• _Work instructions_: Look through the data below for the line with "184 796 190", and transcribe it exactly together with each line after it up to and including the line with "347 125 358". Give nothing else.

Stored data

---

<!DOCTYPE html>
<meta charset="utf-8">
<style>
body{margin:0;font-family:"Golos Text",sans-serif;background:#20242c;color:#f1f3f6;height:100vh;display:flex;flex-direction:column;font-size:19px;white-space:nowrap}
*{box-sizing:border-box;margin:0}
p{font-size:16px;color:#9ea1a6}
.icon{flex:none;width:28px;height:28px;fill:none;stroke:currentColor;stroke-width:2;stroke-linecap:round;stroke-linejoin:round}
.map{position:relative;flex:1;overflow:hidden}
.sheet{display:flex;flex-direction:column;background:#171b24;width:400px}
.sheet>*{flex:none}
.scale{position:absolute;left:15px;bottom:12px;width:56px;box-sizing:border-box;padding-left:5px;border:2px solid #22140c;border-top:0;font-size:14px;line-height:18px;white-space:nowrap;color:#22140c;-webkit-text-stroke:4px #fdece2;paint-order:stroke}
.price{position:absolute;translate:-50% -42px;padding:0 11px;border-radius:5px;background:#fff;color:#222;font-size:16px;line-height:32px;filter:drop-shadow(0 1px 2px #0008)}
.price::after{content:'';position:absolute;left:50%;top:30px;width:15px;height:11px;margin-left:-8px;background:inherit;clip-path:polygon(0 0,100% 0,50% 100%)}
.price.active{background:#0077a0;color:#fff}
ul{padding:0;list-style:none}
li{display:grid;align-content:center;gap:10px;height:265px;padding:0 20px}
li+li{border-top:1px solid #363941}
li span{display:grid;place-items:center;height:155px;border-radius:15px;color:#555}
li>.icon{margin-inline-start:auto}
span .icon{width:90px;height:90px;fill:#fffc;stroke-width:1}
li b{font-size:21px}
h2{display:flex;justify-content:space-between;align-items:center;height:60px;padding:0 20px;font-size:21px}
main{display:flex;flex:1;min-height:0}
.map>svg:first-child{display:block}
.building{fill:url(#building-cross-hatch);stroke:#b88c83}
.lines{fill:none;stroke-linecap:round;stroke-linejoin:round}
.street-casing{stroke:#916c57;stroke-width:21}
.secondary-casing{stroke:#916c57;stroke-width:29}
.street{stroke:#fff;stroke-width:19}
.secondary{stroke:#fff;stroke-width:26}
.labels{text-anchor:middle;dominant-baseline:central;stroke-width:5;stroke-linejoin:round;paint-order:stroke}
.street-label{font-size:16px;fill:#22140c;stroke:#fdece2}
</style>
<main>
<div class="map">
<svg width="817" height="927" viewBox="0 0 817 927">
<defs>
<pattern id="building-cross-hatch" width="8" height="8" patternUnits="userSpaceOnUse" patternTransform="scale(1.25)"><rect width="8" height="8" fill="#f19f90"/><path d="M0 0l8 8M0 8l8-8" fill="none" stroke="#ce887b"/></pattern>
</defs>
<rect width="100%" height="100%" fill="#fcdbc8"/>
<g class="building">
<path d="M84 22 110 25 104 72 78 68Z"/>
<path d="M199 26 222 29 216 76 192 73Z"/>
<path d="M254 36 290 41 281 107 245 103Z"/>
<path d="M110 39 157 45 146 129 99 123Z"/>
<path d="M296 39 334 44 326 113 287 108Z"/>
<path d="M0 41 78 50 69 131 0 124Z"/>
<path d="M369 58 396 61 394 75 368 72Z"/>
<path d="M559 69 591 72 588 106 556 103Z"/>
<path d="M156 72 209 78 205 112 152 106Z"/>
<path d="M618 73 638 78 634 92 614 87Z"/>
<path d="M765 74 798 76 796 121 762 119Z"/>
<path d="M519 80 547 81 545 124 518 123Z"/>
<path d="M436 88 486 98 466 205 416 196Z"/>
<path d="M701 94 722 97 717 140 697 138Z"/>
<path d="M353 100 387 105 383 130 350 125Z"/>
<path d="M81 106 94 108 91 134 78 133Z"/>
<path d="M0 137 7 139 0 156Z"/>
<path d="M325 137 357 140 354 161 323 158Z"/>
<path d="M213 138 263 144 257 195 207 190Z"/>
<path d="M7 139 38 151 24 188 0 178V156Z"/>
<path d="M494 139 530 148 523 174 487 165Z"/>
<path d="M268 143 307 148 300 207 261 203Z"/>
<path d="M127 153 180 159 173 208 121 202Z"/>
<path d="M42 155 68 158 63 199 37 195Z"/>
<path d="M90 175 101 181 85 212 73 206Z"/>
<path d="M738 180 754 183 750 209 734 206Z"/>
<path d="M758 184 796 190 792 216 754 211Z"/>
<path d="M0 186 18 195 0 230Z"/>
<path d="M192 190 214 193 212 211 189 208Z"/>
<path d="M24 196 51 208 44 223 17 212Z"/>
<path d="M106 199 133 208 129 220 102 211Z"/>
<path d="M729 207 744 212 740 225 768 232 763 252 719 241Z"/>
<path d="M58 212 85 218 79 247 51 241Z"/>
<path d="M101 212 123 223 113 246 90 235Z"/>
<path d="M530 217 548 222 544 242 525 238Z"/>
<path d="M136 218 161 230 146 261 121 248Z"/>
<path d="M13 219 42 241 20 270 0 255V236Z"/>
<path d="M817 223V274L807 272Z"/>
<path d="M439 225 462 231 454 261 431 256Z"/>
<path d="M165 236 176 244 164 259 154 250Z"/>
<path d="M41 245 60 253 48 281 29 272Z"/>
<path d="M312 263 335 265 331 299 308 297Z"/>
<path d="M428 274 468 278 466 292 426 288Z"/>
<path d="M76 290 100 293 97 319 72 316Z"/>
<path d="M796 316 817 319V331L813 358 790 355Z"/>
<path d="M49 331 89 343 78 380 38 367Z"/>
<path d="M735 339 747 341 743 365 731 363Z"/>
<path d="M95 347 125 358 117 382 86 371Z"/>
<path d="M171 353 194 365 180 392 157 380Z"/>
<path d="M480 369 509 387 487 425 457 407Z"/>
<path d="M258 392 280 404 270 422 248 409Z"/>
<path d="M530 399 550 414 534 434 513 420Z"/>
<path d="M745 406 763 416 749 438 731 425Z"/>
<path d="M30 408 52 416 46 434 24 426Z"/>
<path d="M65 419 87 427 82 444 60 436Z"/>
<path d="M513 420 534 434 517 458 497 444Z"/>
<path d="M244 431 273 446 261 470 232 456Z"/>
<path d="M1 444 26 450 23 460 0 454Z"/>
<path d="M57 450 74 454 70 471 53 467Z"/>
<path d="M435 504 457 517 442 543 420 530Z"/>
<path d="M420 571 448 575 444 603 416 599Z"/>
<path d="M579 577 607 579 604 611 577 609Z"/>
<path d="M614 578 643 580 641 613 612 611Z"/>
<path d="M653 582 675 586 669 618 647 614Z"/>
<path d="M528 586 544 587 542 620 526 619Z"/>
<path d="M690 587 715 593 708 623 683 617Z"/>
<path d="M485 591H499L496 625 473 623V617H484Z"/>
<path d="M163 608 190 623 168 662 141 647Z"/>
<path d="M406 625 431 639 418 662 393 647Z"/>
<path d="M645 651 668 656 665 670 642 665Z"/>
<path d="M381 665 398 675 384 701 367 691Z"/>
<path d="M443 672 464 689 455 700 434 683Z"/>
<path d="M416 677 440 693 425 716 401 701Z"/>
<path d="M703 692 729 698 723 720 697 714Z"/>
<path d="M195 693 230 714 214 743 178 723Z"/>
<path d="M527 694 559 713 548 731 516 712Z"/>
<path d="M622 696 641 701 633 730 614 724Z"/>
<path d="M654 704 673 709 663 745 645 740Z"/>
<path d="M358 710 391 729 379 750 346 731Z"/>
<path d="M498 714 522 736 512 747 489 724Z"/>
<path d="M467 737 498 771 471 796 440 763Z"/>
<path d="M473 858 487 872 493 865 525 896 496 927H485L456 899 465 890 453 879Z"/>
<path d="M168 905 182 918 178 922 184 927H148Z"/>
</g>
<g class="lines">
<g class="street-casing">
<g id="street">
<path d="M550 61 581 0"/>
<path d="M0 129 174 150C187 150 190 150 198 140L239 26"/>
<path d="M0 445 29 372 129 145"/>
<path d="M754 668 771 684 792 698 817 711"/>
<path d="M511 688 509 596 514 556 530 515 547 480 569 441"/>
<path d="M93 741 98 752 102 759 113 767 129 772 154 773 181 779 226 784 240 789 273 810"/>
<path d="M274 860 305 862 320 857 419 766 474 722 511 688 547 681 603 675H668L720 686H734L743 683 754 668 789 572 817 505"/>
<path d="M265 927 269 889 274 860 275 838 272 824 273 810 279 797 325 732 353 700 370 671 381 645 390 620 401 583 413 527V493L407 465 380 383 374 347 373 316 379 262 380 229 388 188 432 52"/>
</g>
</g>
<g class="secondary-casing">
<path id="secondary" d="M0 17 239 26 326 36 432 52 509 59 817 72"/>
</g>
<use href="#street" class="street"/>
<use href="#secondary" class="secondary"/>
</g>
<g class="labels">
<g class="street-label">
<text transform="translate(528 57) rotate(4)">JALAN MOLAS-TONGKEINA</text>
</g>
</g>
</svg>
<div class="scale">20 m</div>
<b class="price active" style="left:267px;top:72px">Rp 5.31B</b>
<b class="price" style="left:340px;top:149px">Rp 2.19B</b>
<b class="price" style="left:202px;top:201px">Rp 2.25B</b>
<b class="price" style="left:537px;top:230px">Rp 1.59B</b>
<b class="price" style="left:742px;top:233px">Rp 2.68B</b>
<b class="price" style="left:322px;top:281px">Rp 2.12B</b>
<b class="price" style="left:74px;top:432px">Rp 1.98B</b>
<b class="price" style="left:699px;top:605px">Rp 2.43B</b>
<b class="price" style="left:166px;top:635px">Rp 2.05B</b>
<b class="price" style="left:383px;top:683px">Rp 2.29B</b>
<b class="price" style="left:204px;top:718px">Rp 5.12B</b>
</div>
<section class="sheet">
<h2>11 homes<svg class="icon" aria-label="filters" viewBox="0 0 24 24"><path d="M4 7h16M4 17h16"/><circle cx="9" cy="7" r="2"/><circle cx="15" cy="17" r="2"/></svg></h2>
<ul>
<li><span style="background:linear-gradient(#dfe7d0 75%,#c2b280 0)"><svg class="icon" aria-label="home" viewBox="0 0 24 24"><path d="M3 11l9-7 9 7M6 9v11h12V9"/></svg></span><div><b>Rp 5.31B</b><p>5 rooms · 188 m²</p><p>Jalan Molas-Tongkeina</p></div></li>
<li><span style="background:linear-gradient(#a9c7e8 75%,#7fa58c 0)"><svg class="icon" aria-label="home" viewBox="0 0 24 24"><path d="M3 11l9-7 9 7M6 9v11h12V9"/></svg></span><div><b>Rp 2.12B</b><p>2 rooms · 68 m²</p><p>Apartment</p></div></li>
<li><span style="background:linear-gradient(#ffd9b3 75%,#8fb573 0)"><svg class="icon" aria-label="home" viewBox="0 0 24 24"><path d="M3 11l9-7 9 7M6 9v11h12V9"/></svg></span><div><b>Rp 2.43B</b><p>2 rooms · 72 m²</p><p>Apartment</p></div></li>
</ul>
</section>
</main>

---

• _Output for this task_:
<path d="M758 184 796 190 792 216 754 211Z"/>
<path d="M0 186 18 195 0 230Z"/>
<path d="M192 190 214 193 212 211 189 208Z"/>
<path d="M24 196 51 208 44 223 17 212Z"/>
<path d="M106 199 133 208 129 220 102 211Z"/>
<path d="M729 207 744 212 740 225 768 232 763 252 719 241Z"/>
<path d="M58 212 85 218 79 247 51 241Z"/>
<path d="M101 212 123 223 113 246 90 235Z"/>
<path d="M530 217 548 222 544 242 525 238Z"/>
<path d="M136 218 161 230 146 261 121 248Z"/>
<path d="M13 219 42 241 20 270 0 255V236Z"/>
<path d="M817 223V274L807 272Z"/>
<path d="M439 225 462 231 454 261 431 256Z"/>
<path d="M165 236 176 244 164 259 154 250Z"/>
<path d="M41 245 60 253 48 281 29 272Z"/>
<path d="M312 263 335 265 331 299 308 297Z"/>
<path d="M428 274 468 278 466 292 426 288Z"/>
<path d="M76 290 100 293 97 319 72 316Z"/>
<path d="M796 316 817 319V331L813 358 790 355Z"/>
<path d="M49 331 89 343 78 380 38 367Z"/>
<path d="M735 339 747 341 743 365 731 363Z"/>
<path d="M95 347 125 358 117 382 86 371Z"/>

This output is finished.